## Dataset excerpts
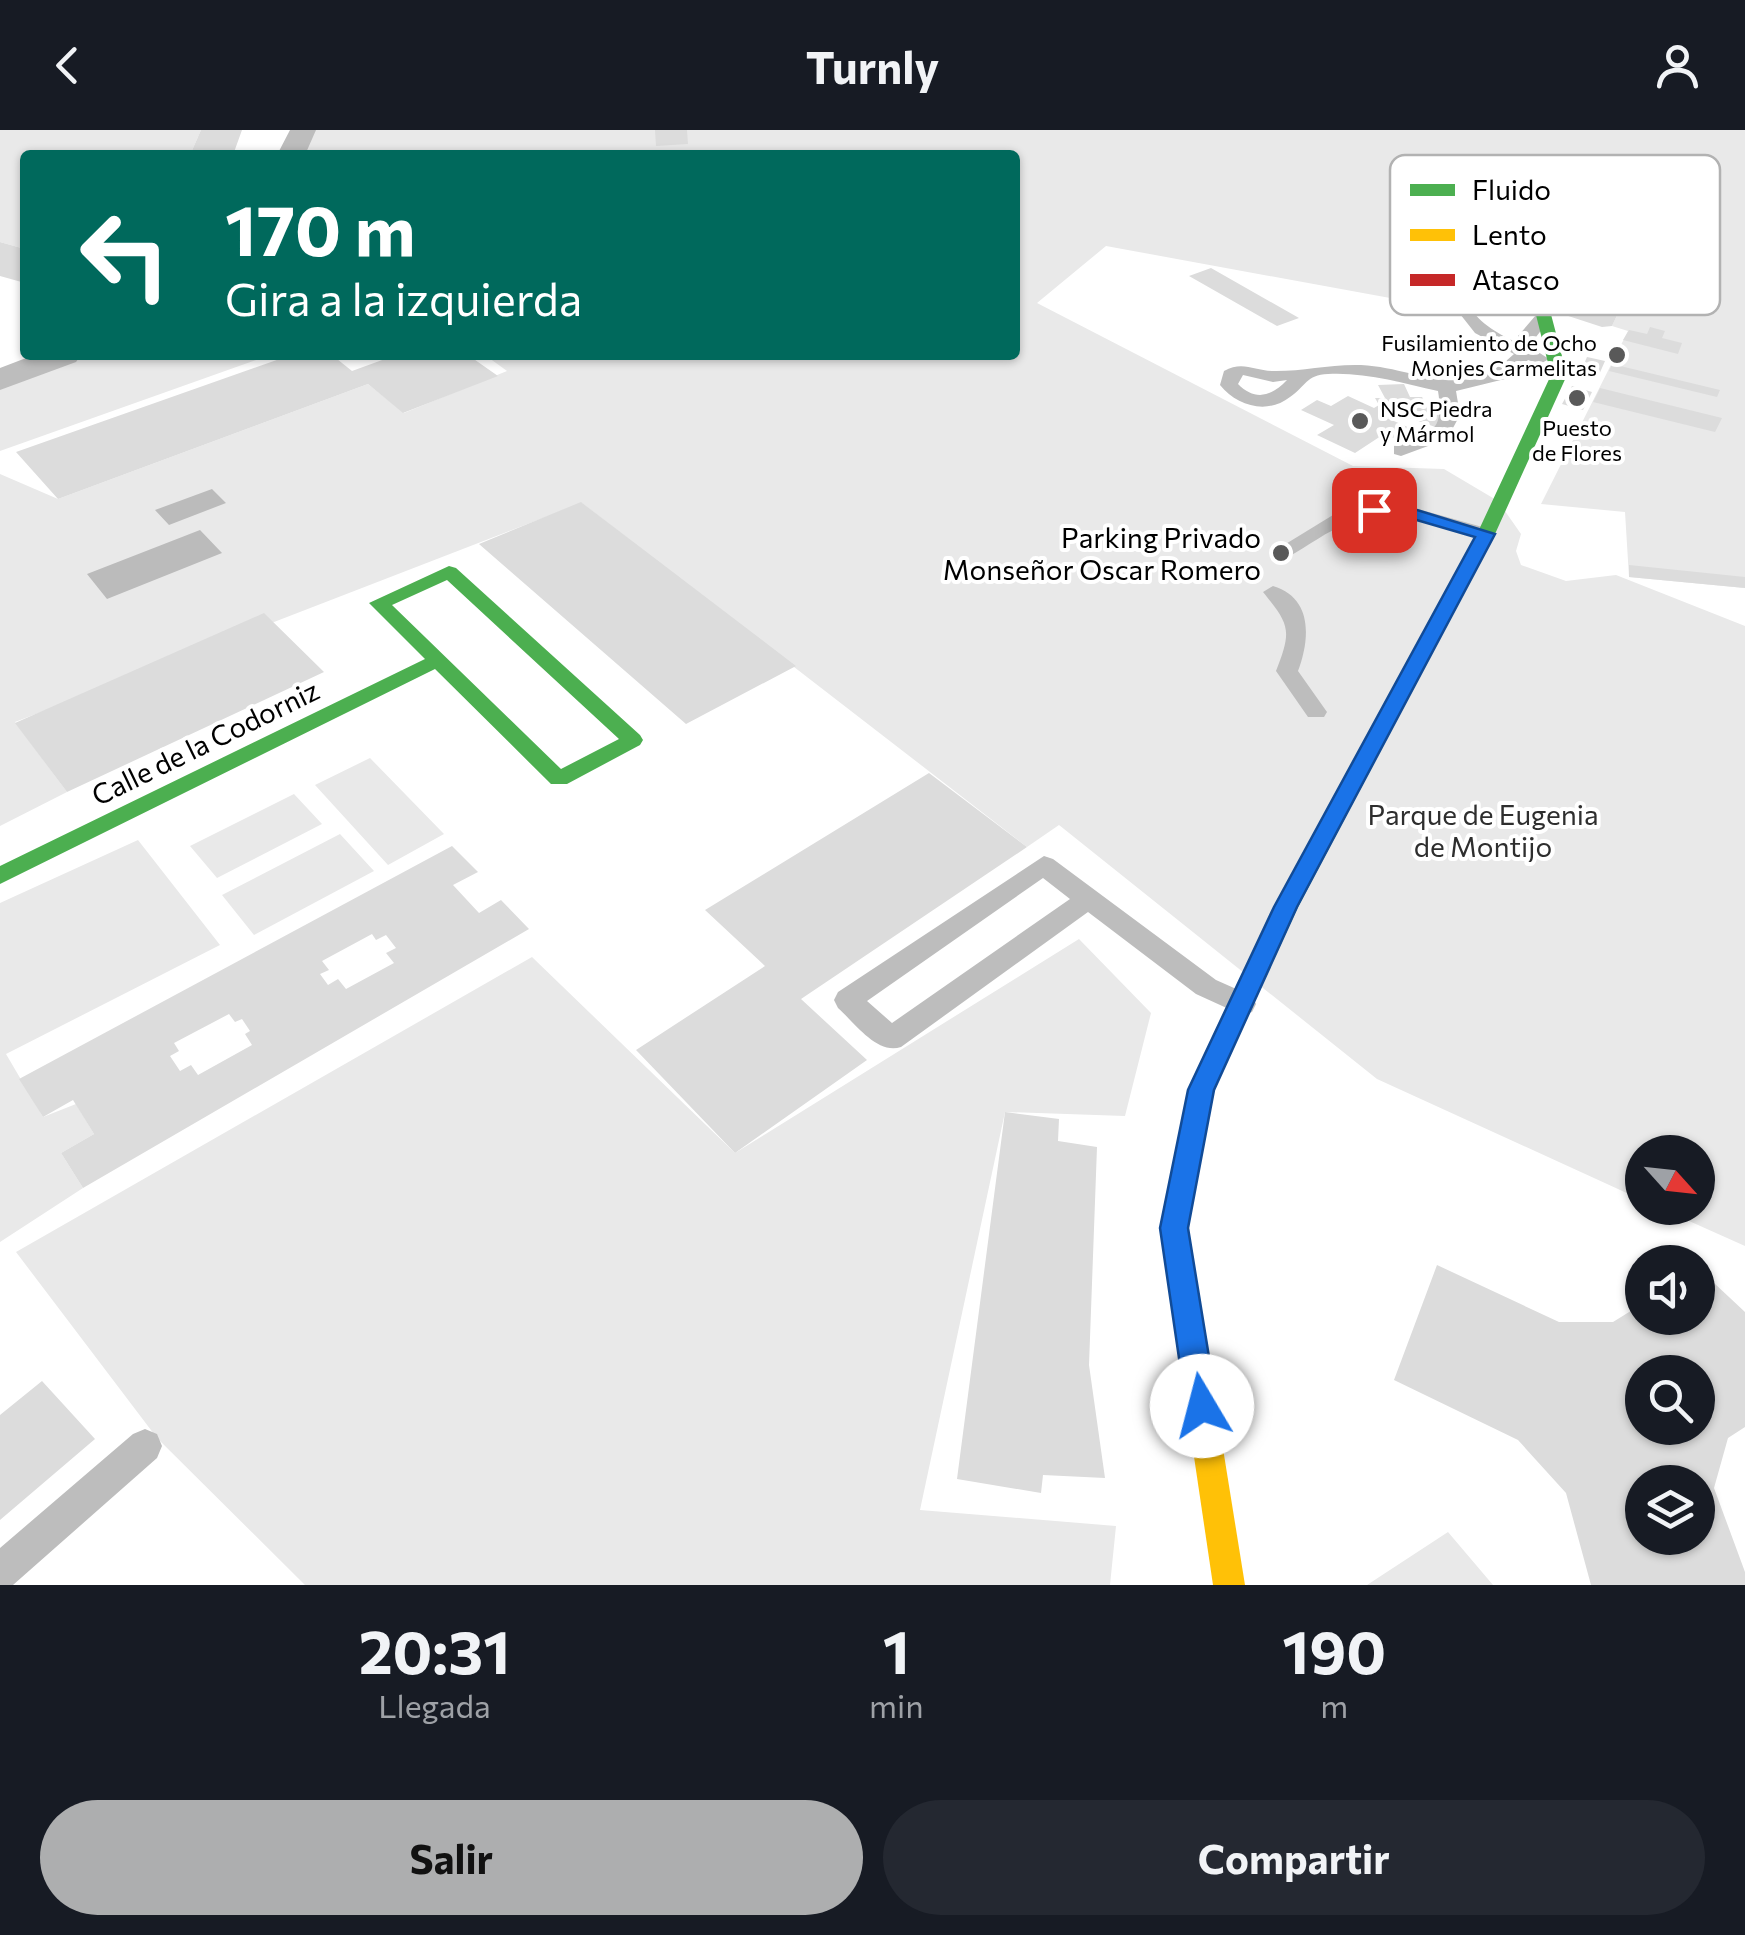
<!DOCTYPE html>
<html lang="es">
<head>
<meta charset="utf-8">
<style>
  :root { --surface:#171b24; --page:#242831; --text:#f1f3f6; --muted:#9ea1a6; --accent:#adaeaf }
  body { margin:0; font-family:Commissioner,sans-serif; background:var(--page); color:var(--text); height:100vh; display:flex; flex-direction:column; font-size:38px; white-space:nowrap }
  * { box-sizing:border-box; margin:0 }
  p { font-size:32px; color:var(--muted) }
  .icon { flex:none; width:55px; height:55px; fill:none; stroke:currentColor; stroke-width:2; stroke-linecap:round; stroke-linejoin:round }
  .map { position:relative; height:1455px; overflow:hidden }
  .drawer { display:flex; flex-direction:column; background:var(--surface); flex:1 }
  .drawer>* { flex:none }
  .hud { position:absolute; left:20px; top:20px; width:1000px; height:210px; border-radius:10px; box-shadow:0 2px 8px #0004; background:#00695c; color:#fff; overflow:hidden }
  .needle { width:65px; rotate:117deg }
  .buttons { position:absolute; left:1625px; top:1005px; display:grid; gap:20px }
  .buttons a { display:grid; place-items:center; width:90px; height:90px; border-radius:50%; background:var(--surface); box-shadow:0 2px 8px #0004; font-size:50px }
  .pin { position:absolute; display:grid; place-items:center; width:85px; height:85px; color:#fff; margin:-42px; border-radius:20px; box-shadow:0 5px 15px #0006 }
  .me { position:absolute; width:110px; margin:-55px; rotate:352deg; stroke-linejoin:round; filter:drop-shadow(0 0 8px #0008) }
  .turn { display:flex; align-items:center; gap:35px; height:210px; padding:0 40px; font-size:45px }
  .turn .icon { width:130px; height:130px; stroke-width:2.5 }
  .turn b { display:block; font-size:70px; line-height:85px }
  .eta { display:flex; justify-content:space-evenly; align-items:center; height:170px; text-align:center }
  .eta b { font-size:60px; font-weight:700; line-height:70px }
  .action { display:flex; gap:20px; margin-top:auto; padding:20px 40px }
  .action a { flex:1; height:115px; border-radius:60px; background:var(--accent); color:#111; font-size:40px; font-weight:700; line-height:115px; text-align:center }
  .action a+a { background:var(--page); color:var(--text) }
  header { display:flex; justify-content:space-between; align-items:center; height:130px; padding:0 40px; background:var(--surface); font-size:45px; font-weight:700 }
  .map>svg:first-child { display:block }
  .green { fill:#e9e9e9 }
  .water { fill:#bbb }
  .building { fill:#dcdcdc; fill-rule:evenodd }
  .lines { fill:none; stroke-linecap:round; stroke-linejoin:round }
  .lane { fill:#bdbdbd; fill-rule:evenodd }
  .street { fill:#bdbdbd; fill-rule:evenodd }
  .fast { fill:#4caf50; fill-rule:evenodd }
  .slow { fill:#ffc107; fill-rule:evenodd }
  .jam { fill:#c62828; fill-rule:evenodd }
  .route { fill:#1a73e8; stroke:#114b97; stroke-width:2.5 }
  .poi-dot { fill:#595959; stroke:#fff; stroke-width:4 }
  .labels { text-anchor:middle; dominant-baseline:central; stroke-width:8; stroke-linejoin:round; paint-order:stroke }
  .far-poi-label { font-size:22px; fill:#000; stroke:#fff; text-anchor:end }
  .poi-label { font-size:28px; fill:#000; stroke:#fff; text-anchor:end }
  .street-label { font-size:28px; fill:#000; stroke:#fff }
  .park-label { font-size:28px; fill:#2e2e2e; stroke:#fff }
  .key { fill:#fff; stroke:#b2b2b2; stroke-width:2.5 }
  .key-label { font-size:28px; fill:#000 }
</style>
</head>
<body>
<header><svg class="icon" aria-label="back" viewBox="0 0 24 24"><path d="M15 5l-7 7 7 7"/></svg>Turnly<svg class="icon" aria-label="person" viewBox="0 0 24 24"><circle cx="12" cy="8" r="4"/><path d="M4 21q1-7 8-7t8 7"/></svg></header>
<div class="map">
<svg width="1745" height="1455" viewBox="0 0 1745 1455">
  <rect width="100%" height="100%" fill="#fff"/>
  <path class="green" d="M0,0H201L190,25H25V119L0,112Z
    M295,0H1745V458L1629,447L1625,382L1541,374L1628,201L1612,196L1620,179L1634,181L1647,149L1617,140L1621,133L1613,130L1550,111L1526,119H1497L1398,162L1412,172L1106,116L1037,173L1353,336L1444,339L1498,371L1521,404L1516,421L1521,435L1566,451L1616,445L1745,496V1116L1660,1078H1698V1022H1642V1070L1377,949L1059,695L1027,717L582,373L15,592L67,662L0,696V344L58,369L368,254L404,283L507,241L485,225H1015V25H285Z
    M66,225H270L0,321V250Z
    M370,628L444,704L388,735L315,655Z
    M294,664L322,694L217,748L190,716Z
    M340,704L374,741L254,805L222,765Z
    M138,710L220,815L6,924L43,987L76,974L94,1004L61,1023L83,1058L0,1112V773Z
    M1079,809L1151,883L1125,986L1005,982L920,1380L1116,1396L1110,1455H305L157,1308L16,1122L532,827L735,1023Z
    M1448,1402L1493,1455H1367Z"/>
  <path class="water" d="M212,359L226,373L169,395L155,380Z
    M200,400L222,423L107,469L87,444Z"/>
  <path class="building" d="M201,0H242L233,25H190Z
    M655,0H687L688,14L656,16Z
    M0,112L25,119V153L0,146Z
    M1211,138L1299,188L1277,196L1189,146Z
    M1582,144L1644,156L1633,182L1620,179L1612,196L1602,197L1553,181L1558,170L1570,173Z
    M1650,197L1665,201L1662,208L1682,213L1678,224L1623,210L1629,200L1647,204Z
    M291,225H332L352,241L396,225H468L498,246L403,283L368,254L58,369L16,322Z
    M1587,227L1605,231L1598,247L1580,243Z
    M1612,234L1720,260L1717,267L1609,241Z
    M1404,254L1410,267H1422L1430,280L1444,283L1438,298L1410,288H1387L1419,302L1403,312L1384,304L1355,323L1317,305L1334,295L1301,280L1317,270L1331,276L1348,266L1374,278L1379,275L1375,268H1385L1378,255Z
    M1572,256L1592,262L1583,280L1562,274Z
    M1600,258L1722,288L1715,302L1593,272Z
    M581,372L796,536L686,594L479,414Z
    M1629,435L1745,447V458L1629,447Z
    M264,483L324,542L67,662L15,593Z
    M929,643L1027,717L801,869L867,930L735,1023L636,920L765,836L705,780Z
    M452,716L478,742L453,755L479,783L501,770L529,799L83,1058L61,1023L94,1004L73,970L43,987L19,949ZM372,804L376,810L386,805L396,818L386,823L394,833L346,859L338,849L328,855L320,844L329,840L322,831ZM229,884L235,892L242,889L250,901L245,904L252,915L198,945L191,935L180,941L170,926L179,921L174,913Z
    M1005,982L1059,989L1058,1011L1097,1017L1089,1235L1105,1348L1043,1345L1041,1363L957,1349Z
    M1437,1135L1559,1192H1613L1642,1174V1188H1698V1138L1745,1182V1297L1728,1308L1714,1358L1745,1442V1455H1591L1566,1363L1518,1310L1394,1250ZM1642,1242H1698V1298H1642ZM1642,1352H1698V1408H1642Z
    M42,1251L95,1309L0,1390V1285Z"/>
  <g class="lines">
    <path class="lane" d="M1516,127L1579,130L1654,152L1646,157C1587,142 1536,127 1476,148L1465,170C1477,192 1496,203 1518,213V206L1536,185H1548L1550,189L1536,207L1535,220L1549,229L1540,234L1528,230L1509,248L1456,261L1460,285L1447,309L1401,326L1394,324V316C1429,303 1445,304 1438,261C1402,253 1365,242 1328,244C1306,245 1306,256 1290,267C1267,285 1237,276 1220,255L1224,241C1244,230 1255,242 1276,241C1304,241 1331,234 1361,235C1420,238 1461,274 1514,224L1475,203L1449,170L1464,142ZM1243,245L1273,252L1287,250C1271,267 1255,271 1238,254Z
      M1384,375L1418,379L1493,400L1496,404L1486,410C1443,399 1394,376 1349,393C1327,401 1308,416 1288,427L1281,429L1271,423L1333,385Z
      M1273,456C1313,468 1310,509 1298,541L1327,582L1324,587H1308L1276,541C1292,500 1290,495 1263,462Z
      M1044,726L1053,729L1216,850L1252,866L1256,874L1252,882L1242,885L1196,864L1088,782L901,917C877,925 855,893 838,878L834,870L838,862ZM1043,748L1070,769L892,893L867,871Z
      M145,1299L157,1304L162,1316L157,1328L13,1455H0V1418L133,1304Z"/>
    <path class="street" d="M290,0H316L305,25H277Z
      M34,225H81L76,232L0,260V238Z"/>
    <path class="fast" d="M1545,124L1557,127L1551,144L1548,173L1567,245L1495,404L1298,777L1240,903L1231,906L1222,903L1219,896L1274,777L1477,404L1551,245L1533,173L1536,144Z
      M449,436L456,438L640,605L643,610L640,615L567,654H551L435,539L0,754V736L425,529L369,473ZM447,450L619,609L561,639L392,475Z"/>
    <path class="slow" d="M1182,1138L1192,1142L1196,1151L1245,1455H1213L1168,1151L1172,1142Z"/>
    <path class="jam" d="M1231,886L1240,889L1243,896L1214,960L1188,1098L1196,1151L1192,1160L1182,1164L1172,1160L1160,1098L1188,960L1222,889Z"/>
  </g>
  <path class="route" d="M1374,375L1404,376L1495,404L1297,777L1214,960L1188,1098L1217,1276L1212,1287L1202,1291L1191,1287L1186,1276L1160,1098L1188,960L1274,777L1475,407L1403,386L1367,384V376Z"/>
  <g class="poi-dot">
    <circle cx="1617" cy="225" r="10"/>
    <circle cx="1577" cy="268" r="10"/>
    <circle cx="1360" cy="291" r="10"/>
    <circle cx="1281" cy="423" r="10"/>
  </g>
  <g class="labels">
    <g class="far-poi-label">
      <text x="1597" y="212">Fusilamiento de Ocho<tspan x="1597" dy="25">Monjes Carmelitas</tspan></text>
      <text x="1380" y="278" text-anchor="start">NSC Piedra<tspan x="1380" dy="25">y Mármol</tspan></text>
      <text x="1577" y="297" text-anchor="middle">Puesto<tspan x="1577" dy="25">de Flores</tspan></text>
    </g>
    <g class="poi-label">
      <text x="1261" y="407">Parking Privado<tspan x="1261" dy="32">Monseñor Oscar Romero</tspan></text>
    </g>
    <g class="street-label">
      <text transform="translate(205 612) rotate(-26)">Calle de la Codorniz</text>
    </g>
    <g class="park-label">
      <text x="1483" y="684">Parque de Eugenia<tspan x="1483" dy="32">de Montijo</tspan></text>
    </g>
  </g>
  <rect x="1390" y="25" width="330" height="160" rx="15" class="key"/>
  <rect x="1410" y="54" width="45" height="12" fill="#4caf50"/>
  <rect x="1410" y="99" width="45" height="12" fill="#ffc107"/>
  <rect x="1410" y="144" width="45" height="12" fill="#c62828"/>
  <g class="key-label">
    <text x="1472" y="70">Fluido</text>
    <text x="1472" y="115">Lento</text>
    <text x="1472" y="160">Atasco</text>
  </g>
</svg>
<div class="buttons">
<a><svg class="needle" viewBox="-14 -14 28 28"><path d="M0-13l5 13h-10z" fill="#e53935"/><path d="M0 13l5-13h-10z" fill="#9ea1a6"/></svg></a>
<a><svg class="icon" aria-label="sound" viewBox="0 0 24 24"><path d="M4 9h4l5-4v14l-5-4H4zM17 9q2 3 0 6"/></svg></a>
<a><svg class="icon" aria-label="search" viewBox="0 0 24 24"><circle cx="10" cy="10" r="6"/><path d="M15 15l6 6"/></svg></a>
<a><svg class="icon" aria-label="layers" viewBox="0 0 24 24"><path d="M12 4l9 5-9 5-9-5zM3 14l9 5 9-5"/></svg></a>
</div>
<div class="pin" style="left:1374px;top:380px;background:#d93025"><svg class="icon" aria-label="arrive" viewBox="0 0 24 24"><path d="M6 21V4h12l-3 4 3 4H6"/></svg></div>
<svg class="me" style="left:1202px;top:1276px" viewBox="-20 -20 40 40"><circle r="19" fill="#fff"/><path d="M0-13L10 11 0 6-10 11z" fill="#1a73e8"/></svg>
<div class="hud">
<div class="turn"><svg class="icon" aria-label="left" viewBox="0 0 24 24"><path d="M17 20v-9H6M10 6l-5 5 5 5"/></svg><div><b>170 m</b>Gira a la izquierda</div></div>
</div>
</div>
<section class="drawer">
<div class="eta">
<div><b>20:31</b><p>Llegada</p></div>
<div><b>1</b><p>min</p></div>
<div><b>190</b><p>m</p></div>
</div>
<div class="action"><a>Salir</a><a>Compartir</a></div>
</section>
</body>
</html>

## Problem requirements
A word-for-word copy of the lines above from the one with "--surface:#171b24; --page:#242831; --text:#f1f3f6;" through the one with "width:130px; height:130px; stroke-width:2.5", inclusive, is the only output wanted.

## Output
  :root { --surface:#171b24; --page:#242831; --text:#f1f3f6; --muted:#9ea1a6; --accent:#adaeaf }
  body { margin:0; font-family:Commissioner,sans-serif; background:var(--page); color:var(--text); height:100vh; display:flex; flex-direction:column; font-size:38px; white-space:nowrap }
  * { box-sizing:border-box; margin:0 }
  p { font-size:32px; color:var(--muted) }
  .icon { flex:none; width:55px; height:55px; fill:none; stroke:currentColor; stroke-width:2; stroke-linecap:round; stroke-linejoin:round }
  .map { position:relative; height:1455px; overflow:hidden }
  .drawer { display:flex; flex-direction:column; background:var(--surface); flex:1 }
  .drawer>* { flex:none }
  .hud { position:absolute; left:20px; top:20px; width:1000px; height:210px; border-radius:10px; box-shadow:0 2px 8px #0004; background:#00695c; color:#fff; overflow:hidden }
  .needle { width:65px; rotate:117deg }
  .buttons { position:absolute; left:1625px; top:1005px; display:grid; gap:20px }
  .buttons a { display:grid; place-items:center; width:90px; height:90px; border-radius:50%; background:var(--surface); box-shadow:0 2px 8px #0004; font-size:50px }
  .pin { position:absolute; display:grid; place-items:center; width:85px; height:85px; color:#fff; margin:-42px; border-radius:20px; box-shadow:0 5px 15px #0006 }
  .me { position:absolute; width:110px; margin:-55px; rotate:352deg; stroke-linejoin:round; filter:drop-shadow(0 0 8px #0008) }
  .turn { display:flex; align-items:center; gap:35px; height:210px; padding:0 40px; font-size:45px }
  .turn .icon { width:130px; height:130px; stroke-width:2.5 }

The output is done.